Established experts in product engineering and digital transformation, lauded and awarded multiple times by internationally acclaimed institutions and analysts – Frost & Sullivan’s Global Customer Value Leadership Award, A “Major Contender” in Everest Group’s Digital Product Engineering Services Peak Matrix, listed 5 consecutive times on Inc. 5000, counted as a Market Leader among Custom Software & Web Development companies globally by Clutch – Experion is now one of the fastest-growing global product engineering companies.

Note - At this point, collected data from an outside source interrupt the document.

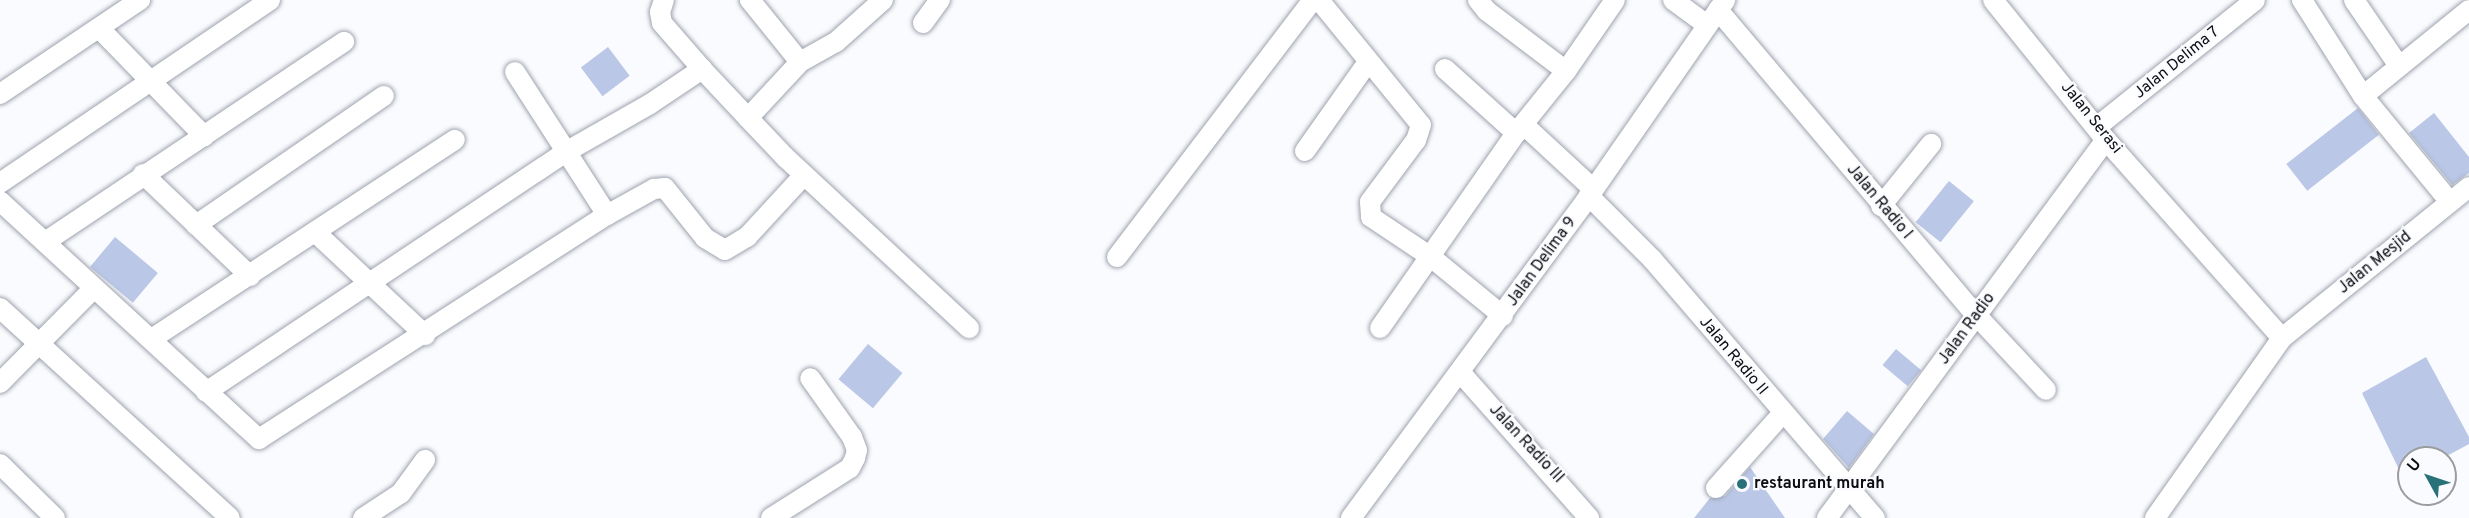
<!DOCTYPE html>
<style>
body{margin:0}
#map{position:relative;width:2469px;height:518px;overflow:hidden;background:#fafbfe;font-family:Overpass,sans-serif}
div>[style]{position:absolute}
.building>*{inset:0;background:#bac7e6;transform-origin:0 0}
.roads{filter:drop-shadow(0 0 2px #9ea3ae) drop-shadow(0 0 2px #9ea3ae)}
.minor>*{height:20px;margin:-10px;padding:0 10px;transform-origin:10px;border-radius:10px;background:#fff}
.dots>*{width:16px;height:16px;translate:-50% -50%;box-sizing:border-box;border:3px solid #fafbfe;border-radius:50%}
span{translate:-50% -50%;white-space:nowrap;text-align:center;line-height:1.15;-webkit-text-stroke:4.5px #fafbfe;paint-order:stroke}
.street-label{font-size:16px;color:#0c0d11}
.poi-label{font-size:16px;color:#0c0d11;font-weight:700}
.left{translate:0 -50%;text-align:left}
.north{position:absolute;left:2397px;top:446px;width:60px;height:60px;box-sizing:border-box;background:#fafbfe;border:2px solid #9b9c9f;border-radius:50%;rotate:310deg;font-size:16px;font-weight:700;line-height:24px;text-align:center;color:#0c0d11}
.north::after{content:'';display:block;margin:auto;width:21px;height:27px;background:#287179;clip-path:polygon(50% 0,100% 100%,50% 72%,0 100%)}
</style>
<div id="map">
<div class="building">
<i style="left:608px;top:47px;width:36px;height:34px;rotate:53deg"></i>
<i style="left:2358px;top:108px;width:34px;height:91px;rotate:52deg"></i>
<i style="clip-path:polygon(2434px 113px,2469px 157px,2469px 173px,2452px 185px,2409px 133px)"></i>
<i style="left:1949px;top:181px;width:32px;height:53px;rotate:39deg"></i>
<i style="left:115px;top:237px;width:56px;height:39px;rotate:40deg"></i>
<i style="left:868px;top:344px;width:45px;height:46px;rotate:40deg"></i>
<i style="left:1896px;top:349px;width:33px;height:21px;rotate:40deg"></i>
<i style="clip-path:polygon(2426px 357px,2469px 437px,2469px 444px,2443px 458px,2409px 458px,2409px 490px,2362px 393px)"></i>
<i style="clip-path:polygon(1847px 411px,1874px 434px,1849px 468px,1823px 439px)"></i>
<i style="clip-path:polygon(1750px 467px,1785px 518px,1694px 518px,1710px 498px,1725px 496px)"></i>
</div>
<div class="roads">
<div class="minor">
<i style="left:664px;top:0;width:13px;rotate:108deg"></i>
<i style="left:660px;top:12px;width:11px;rotate:80deg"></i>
<i style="left:662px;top:23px;width:61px;rotate:49deg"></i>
<i style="left:1319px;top:0;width:161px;rotate:50.8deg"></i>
<i style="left:1421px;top:125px;width:16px;rotate:108deg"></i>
<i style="left:1416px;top:140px;width:77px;rotate:126.6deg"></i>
<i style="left:1370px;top:202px;width:15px;rotate:86deg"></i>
<i style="left:1371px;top:217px;width:72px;rotate:33.7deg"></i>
<i style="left:1431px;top:257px;width:93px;rotate:39.3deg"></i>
<i style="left:1478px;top:0;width:14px;rotate:51deg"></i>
<i style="left:1487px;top:11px;width:99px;rotate:37.2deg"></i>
<i style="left:1673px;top:0;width:42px;rotate:36.3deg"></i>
<i style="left:1993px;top:0;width:180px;rotate:51.1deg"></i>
<i style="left:2106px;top:140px;width:265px;rotate:48.4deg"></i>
<i style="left:2302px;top:0;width:114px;rotate:57.6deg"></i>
<i style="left:2363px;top:96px;width:137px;rotate:50.6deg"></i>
<i style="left:2354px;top:0;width:80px;rotate:55.7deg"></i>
<i style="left:1718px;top:10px;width:401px;rotate:49.8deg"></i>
<i style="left:1977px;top:316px;width:101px;rotate:47deg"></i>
<i style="left:923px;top:23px;width:29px;rotate:-54deg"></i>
<i style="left:99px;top:28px;width:151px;rotate:45.8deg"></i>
<i style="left:800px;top:62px;width:41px;rotate:-29.1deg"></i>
<i style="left:836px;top:42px;width:63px;rotate:-41.8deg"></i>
<i style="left:1445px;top:69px;width:96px;rotate:42deg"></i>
<i style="left:515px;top:72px;width:170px;rotate:57.2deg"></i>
<i style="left:0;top:94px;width:169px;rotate:-33.9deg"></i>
<i style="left:2363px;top:96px;width:136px;rotate:-39.1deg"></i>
<i style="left:748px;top:118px;width:55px;rotate:46.5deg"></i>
<i style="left:786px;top:158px;width:250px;rotate:42.9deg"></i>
<i style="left:1524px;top:125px;width:93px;rotate:42.8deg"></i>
<i style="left:2098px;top:126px;width:201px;rotate:-38.7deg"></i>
<i style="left:1305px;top:151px;width:109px;rotate:-54.7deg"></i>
<i style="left:143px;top:174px;width:148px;rotate:43.6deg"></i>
<i style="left:0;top:183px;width:326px;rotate:-34.1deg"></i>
<i style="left:1589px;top:196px;width:89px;rotate:45deg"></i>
<i style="left:1652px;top:259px;width:342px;rotate:49.3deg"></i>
<i style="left:0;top:201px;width:352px;rotate:42.6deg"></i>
<i style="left:259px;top:439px;width:414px;rotate:-32.8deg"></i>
<i style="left:607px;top:215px;width:54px;rotate:-29deg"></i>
<i style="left:654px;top:189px;width:11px;rotate:-5deg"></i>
<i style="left:665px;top:188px;width:64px;rotate:51.3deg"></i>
<i style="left:705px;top:238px;width:23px;rotate:31deg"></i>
<i style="left:725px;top:250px;width:26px;rotate:-31deg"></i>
<i style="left:747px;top:237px;width:84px;rotate:-47.4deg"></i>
<i style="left:1881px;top:206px;width:80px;rotate:-51.1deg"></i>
<i style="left:196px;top:225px;width:228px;rotate:-34.5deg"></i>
<i style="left:315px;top:232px;width:151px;rotate:43.1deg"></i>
<i style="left:45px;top:242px;width:360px;rotate:-33.8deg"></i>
<i style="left:1117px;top:257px;width:323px;rotate:-52.7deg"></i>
<i style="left:0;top:308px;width:311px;rotate:42.4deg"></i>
<i style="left:1380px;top:328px;width:238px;rotate:-55.1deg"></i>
<i style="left:1516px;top:133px;width:80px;rotate:-51.1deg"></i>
<i style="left:1566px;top:71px;width:86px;rotate:-55.4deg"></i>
<i style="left:153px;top:338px;width:361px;rotate:-33.3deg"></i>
<i style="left:1460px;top:372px;width:195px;rotate:48.5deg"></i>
<i style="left:0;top:383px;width:132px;rotate:-45.3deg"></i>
<i style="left:206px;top:392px;width:430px;rotate:-33.7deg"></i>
<i style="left:564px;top:153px;width:99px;rotate:-29.7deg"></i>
<i style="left:650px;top:104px;width:63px;rotate:-33.9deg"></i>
<i style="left:702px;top:69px;width:67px;rotate:46.8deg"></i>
<i style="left:748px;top:118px;width:76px;rotate:-47.1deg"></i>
<i style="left:800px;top:62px;width:80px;rotate:-128.9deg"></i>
<i style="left:0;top:464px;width:77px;rotate:44.5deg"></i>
<i style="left:1716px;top:488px;width:99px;rotate:-48.3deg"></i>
<i style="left:363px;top:518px;width:45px;rotate:-33.3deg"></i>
<i style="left:401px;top:493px;width:41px;rotate:-54deg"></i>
<i style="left:771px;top:518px;width:93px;rotate:-32.3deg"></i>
<i style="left:850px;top:468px;width:11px;rotate:-63deg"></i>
<i style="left:855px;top:458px;width:8px;rotate:-76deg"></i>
<i style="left:857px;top:450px;width:14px;rotate:-111deg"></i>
<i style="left:852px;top:437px;width:72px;rotate:-125.4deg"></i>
<i style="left:1351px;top:518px;width:400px;rotate:-53.5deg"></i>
<i style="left:1589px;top:196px;width:239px;rotate:-55.2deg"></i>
<i style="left:1827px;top:518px;width:470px;rotate:-53.6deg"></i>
<i style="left:2155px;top:518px;width:220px;rotate:-54.8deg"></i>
<i style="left:2282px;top:338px;width:240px;rotate:-38.9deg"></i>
</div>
</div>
<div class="dots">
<i style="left:1742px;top:484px;background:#287179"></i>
</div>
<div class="street-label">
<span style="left:2177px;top:63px;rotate:-39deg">Jalan Delima 7</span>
<span style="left:2091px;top:118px;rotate:51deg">Jalan Serasi</span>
<span style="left:1879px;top:202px;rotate:50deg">Jalan Radio I</span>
<span style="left:1542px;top:262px;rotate:-54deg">Jalan Delima 9</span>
<span style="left:2375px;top:263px;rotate:-39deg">Jalan Mesjid</span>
<span style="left:1967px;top:329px;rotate:-54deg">Jalan Radio</span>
<span style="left:1733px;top:356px;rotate:50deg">Jalan Radio II</span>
<span style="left:1526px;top:444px;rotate:47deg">Jalan Radio III</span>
</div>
<div class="poi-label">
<span class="left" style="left:1754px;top:484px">restaurant murah</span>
</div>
<div class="north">U</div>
</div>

Today, the organization is well-known for driving new revenue streams, digitizing business processes, and helping improve operational efficiency and productivity in the Healthcare, Retail, Transport and Logistics, BFSI, Construction and Engineering, and EdTech sectors, catering to several Fortune 100 and Fortune 500 companies. Experion is also ISO 27001:2013 and QMS (9001: 2015) certified and is committed to international data protection standards, compliant with SOC 2 Type II.

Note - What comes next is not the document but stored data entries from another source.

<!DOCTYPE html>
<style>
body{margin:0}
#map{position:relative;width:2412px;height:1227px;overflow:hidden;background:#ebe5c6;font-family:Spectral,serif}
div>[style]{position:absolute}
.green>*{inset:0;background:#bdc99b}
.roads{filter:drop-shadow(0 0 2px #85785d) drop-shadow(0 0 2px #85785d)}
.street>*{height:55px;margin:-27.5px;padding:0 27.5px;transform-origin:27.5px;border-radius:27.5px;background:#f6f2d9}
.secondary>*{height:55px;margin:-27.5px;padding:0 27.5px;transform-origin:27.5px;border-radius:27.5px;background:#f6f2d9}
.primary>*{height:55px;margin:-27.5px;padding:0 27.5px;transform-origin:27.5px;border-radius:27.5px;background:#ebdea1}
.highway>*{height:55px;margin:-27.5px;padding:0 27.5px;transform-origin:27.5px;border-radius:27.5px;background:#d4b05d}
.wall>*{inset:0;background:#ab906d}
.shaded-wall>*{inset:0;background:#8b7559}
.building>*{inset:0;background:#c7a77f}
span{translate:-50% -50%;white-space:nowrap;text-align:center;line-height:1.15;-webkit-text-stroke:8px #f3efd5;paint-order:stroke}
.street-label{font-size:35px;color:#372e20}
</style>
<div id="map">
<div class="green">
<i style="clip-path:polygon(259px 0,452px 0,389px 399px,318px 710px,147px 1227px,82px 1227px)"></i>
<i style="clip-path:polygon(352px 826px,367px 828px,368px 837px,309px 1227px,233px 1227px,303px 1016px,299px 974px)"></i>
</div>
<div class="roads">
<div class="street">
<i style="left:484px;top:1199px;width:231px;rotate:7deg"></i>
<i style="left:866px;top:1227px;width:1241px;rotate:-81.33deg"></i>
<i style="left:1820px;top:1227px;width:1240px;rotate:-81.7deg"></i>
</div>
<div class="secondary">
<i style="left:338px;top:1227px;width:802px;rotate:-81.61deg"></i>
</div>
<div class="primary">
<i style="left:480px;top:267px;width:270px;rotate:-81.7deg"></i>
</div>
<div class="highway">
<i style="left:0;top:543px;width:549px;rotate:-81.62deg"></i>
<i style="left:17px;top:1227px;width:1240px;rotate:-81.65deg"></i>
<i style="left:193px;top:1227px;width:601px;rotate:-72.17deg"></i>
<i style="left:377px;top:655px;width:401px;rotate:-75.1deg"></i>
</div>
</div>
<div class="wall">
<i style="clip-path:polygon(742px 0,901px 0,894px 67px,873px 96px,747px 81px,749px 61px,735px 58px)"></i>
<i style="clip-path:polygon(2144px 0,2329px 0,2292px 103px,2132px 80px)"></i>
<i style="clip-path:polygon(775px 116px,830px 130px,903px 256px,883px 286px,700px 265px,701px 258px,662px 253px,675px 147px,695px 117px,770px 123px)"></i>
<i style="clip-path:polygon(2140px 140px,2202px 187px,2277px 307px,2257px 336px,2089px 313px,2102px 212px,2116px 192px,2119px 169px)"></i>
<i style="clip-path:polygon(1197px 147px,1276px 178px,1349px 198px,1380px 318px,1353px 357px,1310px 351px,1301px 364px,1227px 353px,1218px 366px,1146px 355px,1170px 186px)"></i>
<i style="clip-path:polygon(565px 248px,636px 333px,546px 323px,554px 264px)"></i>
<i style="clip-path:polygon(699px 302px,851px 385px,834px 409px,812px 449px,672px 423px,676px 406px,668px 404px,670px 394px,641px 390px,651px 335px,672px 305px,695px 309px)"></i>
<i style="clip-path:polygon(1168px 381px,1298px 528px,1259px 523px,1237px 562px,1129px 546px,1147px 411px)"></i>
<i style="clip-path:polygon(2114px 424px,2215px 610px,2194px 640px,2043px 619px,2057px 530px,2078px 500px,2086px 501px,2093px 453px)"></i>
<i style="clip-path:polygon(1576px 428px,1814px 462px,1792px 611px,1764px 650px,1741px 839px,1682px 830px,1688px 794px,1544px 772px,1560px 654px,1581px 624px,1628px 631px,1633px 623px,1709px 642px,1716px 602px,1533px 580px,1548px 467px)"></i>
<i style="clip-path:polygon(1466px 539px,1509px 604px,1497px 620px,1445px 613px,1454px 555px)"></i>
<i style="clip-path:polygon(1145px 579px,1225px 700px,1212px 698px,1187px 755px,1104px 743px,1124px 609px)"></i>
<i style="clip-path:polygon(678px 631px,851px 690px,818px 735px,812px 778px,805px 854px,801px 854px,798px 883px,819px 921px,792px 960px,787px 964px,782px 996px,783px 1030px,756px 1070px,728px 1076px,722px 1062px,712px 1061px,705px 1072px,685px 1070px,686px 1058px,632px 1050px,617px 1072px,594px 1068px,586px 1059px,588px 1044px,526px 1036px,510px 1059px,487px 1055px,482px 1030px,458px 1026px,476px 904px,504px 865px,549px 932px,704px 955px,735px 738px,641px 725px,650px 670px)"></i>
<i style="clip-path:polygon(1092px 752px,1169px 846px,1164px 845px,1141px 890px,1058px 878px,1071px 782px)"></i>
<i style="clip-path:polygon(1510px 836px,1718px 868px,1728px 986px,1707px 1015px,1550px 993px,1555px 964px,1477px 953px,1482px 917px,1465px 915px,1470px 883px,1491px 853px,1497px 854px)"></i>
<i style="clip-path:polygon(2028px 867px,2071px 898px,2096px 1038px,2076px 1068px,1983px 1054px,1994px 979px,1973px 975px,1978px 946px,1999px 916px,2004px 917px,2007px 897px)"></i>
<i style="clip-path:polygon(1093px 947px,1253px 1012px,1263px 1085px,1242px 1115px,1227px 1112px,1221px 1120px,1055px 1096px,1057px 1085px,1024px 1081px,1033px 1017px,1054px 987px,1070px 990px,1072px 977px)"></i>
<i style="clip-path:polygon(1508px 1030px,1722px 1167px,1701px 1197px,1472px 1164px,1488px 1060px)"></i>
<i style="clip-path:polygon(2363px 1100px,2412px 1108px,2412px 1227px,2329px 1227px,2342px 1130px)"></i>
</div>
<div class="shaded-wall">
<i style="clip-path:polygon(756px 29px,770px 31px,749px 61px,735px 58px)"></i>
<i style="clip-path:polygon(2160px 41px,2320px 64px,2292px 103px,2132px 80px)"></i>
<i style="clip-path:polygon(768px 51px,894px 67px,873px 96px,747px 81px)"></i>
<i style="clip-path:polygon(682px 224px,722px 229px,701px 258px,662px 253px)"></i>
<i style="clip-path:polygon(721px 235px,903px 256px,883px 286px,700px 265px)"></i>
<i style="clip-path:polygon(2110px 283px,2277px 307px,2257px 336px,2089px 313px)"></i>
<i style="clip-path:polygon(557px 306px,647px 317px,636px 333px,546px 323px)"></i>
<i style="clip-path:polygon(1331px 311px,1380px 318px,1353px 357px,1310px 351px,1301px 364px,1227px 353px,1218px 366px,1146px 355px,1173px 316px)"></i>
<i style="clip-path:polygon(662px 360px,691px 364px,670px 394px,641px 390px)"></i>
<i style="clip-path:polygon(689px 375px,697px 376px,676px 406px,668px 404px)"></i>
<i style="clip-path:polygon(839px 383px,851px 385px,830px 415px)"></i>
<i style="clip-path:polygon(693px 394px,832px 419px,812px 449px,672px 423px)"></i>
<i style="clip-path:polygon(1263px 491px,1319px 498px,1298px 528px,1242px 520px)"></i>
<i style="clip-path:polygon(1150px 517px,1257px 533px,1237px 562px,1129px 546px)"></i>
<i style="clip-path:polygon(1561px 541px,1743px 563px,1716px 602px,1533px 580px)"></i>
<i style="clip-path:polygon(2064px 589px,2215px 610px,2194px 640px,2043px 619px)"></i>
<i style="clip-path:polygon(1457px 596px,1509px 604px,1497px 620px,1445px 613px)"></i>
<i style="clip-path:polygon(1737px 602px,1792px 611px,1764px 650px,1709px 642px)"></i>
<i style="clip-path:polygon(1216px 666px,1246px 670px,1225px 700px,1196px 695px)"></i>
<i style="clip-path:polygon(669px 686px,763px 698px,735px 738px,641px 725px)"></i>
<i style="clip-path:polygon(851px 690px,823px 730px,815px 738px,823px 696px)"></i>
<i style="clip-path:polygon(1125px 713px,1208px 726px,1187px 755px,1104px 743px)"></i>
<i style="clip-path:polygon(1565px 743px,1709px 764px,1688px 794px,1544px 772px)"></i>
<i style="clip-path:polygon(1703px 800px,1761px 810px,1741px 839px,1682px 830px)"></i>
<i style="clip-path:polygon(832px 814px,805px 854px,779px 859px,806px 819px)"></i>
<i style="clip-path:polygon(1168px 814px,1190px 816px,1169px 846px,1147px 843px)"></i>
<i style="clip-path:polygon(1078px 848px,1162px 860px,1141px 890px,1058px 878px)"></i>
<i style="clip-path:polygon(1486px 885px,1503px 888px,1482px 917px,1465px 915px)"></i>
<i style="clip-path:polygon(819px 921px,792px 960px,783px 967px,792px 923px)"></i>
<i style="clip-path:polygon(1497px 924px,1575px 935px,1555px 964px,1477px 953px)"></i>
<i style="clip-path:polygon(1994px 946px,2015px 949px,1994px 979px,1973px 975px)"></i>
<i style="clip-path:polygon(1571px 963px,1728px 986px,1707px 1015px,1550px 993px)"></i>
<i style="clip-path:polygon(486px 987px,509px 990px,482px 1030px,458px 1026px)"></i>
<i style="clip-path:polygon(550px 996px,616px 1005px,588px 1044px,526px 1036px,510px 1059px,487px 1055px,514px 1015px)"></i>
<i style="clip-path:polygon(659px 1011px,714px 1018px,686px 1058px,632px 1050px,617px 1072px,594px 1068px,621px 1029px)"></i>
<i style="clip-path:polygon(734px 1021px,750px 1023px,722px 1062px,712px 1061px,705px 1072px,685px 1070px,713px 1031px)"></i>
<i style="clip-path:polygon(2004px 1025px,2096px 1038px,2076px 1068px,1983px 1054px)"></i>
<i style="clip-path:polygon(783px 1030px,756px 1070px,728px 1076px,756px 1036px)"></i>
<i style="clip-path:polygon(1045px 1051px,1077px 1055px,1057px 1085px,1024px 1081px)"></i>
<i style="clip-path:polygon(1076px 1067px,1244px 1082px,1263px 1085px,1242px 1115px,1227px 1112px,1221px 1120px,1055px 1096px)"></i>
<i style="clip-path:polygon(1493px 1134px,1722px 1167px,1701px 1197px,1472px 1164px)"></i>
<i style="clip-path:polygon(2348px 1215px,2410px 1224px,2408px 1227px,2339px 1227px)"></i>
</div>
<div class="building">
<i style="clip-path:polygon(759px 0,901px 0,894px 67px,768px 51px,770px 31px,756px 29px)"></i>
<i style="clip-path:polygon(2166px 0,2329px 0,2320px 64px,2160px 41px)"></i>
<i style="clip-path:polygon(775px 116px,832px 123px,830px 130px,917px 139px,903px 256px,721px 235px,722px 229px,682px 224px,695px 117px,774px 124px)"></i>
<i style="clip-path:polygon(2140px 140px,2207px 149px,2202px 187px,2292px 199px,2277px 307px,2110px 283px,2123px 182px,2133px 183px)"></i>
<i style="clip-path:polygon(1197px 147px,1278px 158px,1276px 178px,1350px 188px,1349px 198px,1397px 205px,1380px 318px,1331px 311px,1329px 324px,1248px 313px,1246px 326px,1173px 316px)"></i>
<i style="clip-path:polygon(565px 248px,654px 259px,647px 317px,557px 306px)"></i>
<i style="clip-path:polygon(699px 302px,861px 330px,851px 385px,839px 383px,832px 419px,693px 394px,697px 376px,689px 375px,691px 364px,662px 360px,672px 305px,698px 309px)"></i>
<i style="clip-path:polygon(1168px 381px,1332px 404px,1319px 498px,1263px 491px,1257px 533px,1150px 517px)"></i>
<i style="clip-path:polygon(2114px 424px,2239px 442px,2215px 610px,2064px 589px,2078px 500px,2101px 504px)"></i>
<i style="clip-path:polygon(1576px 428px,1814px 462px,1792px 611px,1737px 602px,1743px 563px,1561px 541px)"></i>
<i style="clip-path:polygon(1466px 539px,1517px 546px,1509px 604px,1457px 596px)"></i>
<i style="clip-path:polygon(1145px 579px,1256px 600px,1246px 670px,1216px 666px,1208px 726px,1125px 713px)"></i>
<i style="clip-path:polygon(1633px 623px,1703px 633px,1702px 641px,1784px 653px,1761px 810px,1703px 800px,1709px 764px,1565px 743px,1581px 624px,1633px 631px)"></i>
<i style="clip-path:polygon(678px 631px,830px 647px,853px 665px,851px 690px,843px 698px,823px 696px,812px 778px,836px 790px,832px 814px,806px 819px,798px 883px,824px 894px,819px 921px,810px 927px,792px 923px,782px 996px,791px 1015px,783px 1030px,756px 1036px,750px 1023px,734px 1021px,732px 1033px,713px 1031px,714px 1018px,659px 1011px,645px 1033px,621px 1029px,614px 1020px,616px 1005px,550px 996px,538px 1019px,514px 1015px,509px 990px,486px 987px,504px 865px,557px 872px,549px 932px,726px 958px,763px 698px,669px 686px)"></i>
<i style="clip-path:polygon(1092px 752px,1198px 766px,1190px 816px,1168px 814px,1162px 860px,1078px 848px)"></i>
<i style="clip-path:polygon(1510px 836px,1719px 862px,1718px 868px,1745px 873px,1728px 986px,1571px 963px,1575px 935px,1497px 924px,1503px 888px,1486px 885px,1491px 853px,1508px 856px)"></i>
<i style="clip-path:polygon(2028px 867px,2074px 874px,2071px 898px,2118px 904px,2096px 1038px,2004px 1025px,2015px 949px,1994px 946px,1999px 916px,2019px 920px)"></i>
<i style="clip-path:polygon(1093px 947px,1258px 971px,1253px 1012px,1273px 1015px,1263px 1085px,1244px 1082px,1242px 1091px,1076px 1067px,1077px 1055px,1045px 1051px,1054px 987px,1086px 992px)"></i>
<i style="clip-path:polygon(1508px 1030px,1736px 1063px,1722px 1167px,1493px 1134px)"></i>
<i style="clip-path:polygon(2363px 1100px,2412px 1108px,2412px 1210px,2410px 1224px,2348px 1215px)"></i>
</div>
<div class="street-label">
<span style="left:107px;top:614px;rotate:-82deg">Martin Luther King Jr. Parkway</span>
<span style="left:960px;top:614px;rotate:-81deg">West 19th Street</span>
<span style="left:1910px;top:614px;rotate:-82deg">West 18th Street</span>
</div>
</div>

The organization has grown to a team of 1500+ Maestros and the family is expected to grow to a size of 3000+ by 2025. Headquartered in Kerala – God’s Own Country – Experion mines into the vast untapped potential of its home ground and unearths a treasure trove of engineering talent every year. People who live and breathe the rich heritage of the land – famous world over for its art, culture, ayurveda, and resplendent greenery – every new Experionite is chosen on the basis of their prodigious talent. They join not a company, but an ‘Academy’, which hones their skills, nurtures their talent, and grows each of them from a Prodigy to a Maestro in their field of work. It’s a no wonder then, that the company has been certified as a Great Place to Work for two consecutive years, a testament to the innovative work culture intentionally crafted here.

Who we are as an organization and what we aim to be is well captured in the word ‘Maestro’. So welcome to our age-old story – the same one we’ve been telling for nearly two decades now. But enjoy it with its new nuances and flavours as we prepare to add more beauty and efficiency to the world, with a renewed self-awareness of who we are – Maestros, of Product Engineering.